Sample Asset Allocation Breakdowns

One of my biggest reservations regarding lifecycle funds is their allocation strategy, specifically their lack of true global diversification. Investors tend to bias domestic investments over foreign. They also tend to cluster around large and mid cap holdings mistakenly believing that “big” equals “safe”. The fact is that we are compensated for taking different types of risks in the market. Investors can engineer portfolios that deliver above global market index returns by designing a strategic portfolio tilt. Designing a portfolio that favors small and value companies around the globe over
pure market risk should deliver higher expected returns over extended periods of time. These benefits can be reliably captured by passive strategies (like index funds) that do not rely on either individual stock selection or market timing.

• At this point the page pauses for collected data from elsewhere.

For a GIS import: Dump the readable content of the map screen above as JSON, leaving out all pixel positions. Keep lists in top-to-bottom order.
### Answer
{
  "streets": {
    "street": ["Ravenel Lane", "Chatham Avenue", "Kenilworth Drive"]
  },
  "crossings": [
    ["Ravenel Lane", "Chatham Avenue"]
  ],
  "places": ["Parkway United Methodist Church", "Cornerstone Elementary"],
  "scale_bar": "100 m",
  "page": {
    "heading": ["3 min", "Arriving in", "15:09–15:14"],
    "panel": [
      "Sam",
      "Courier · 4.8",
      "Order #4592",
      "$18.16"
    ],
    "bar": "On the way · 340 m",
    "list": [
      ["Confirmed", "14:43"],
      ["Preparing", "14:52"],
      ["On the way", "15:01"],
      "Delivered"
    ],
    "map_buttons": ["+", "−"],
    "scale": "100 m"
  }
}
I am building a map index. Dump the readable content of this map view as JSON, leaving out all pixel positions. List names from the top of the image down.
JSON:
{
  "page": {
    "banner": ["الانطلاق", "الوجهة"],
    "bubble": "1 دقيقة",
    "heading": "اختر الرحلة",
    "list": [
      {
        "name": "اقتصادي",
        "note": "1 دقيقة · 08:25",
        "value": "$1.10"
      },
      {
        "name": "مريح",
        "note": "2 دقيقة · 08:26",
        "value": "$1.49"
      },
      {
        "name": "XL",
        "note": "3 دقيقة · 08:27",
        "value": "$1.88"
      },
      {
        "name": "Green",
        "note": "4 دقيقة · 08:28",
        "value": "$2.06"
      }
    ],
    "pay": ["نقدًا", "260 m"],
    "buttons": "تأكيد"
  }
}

Many lifecycle funds fail to capture these benefits by holding to high a concentration in U.S. based securities, specifically large and mid cap companies. A sophisticated investor, whether they are self directed or have hired a competent advisor, should have far greater opportunities to maximize long term returns while successfully controlling portfolio risk.

Finally, target-date funds are often used improperly. Some investors and 401k participants allocate cash to a lifecycle fund and then add additional single mutual funds to their mix too. This creates investment overlap which can potentially increase costs and portfolio risk.

Other Considerations

After giving important consideration to portfolio construction, risk tolerance and target dates, investors must not forget about the important issue of fees and turnover. Investors are urged to look for a low expense ratio — the annual percentage of the fund’s assets that are paid to the company to manage the fund. Additionally, look at the costs of the underlying assets within the fund. The best indication of fees can always be found in the fund prospectus, which is usually available on the web.

In summary, lifecycle funds are an excellent tool for the “hands off” investor who wants a path of least resistance. But, despite their convenience, lifecycle funds have quite a few significant drawbacks that should create some hesitation for more experienced investors. Remember, there is no “one size fits all” solution in investing. The investment decisions that you make today will forever impact how you live tomorrow. So, do your homework!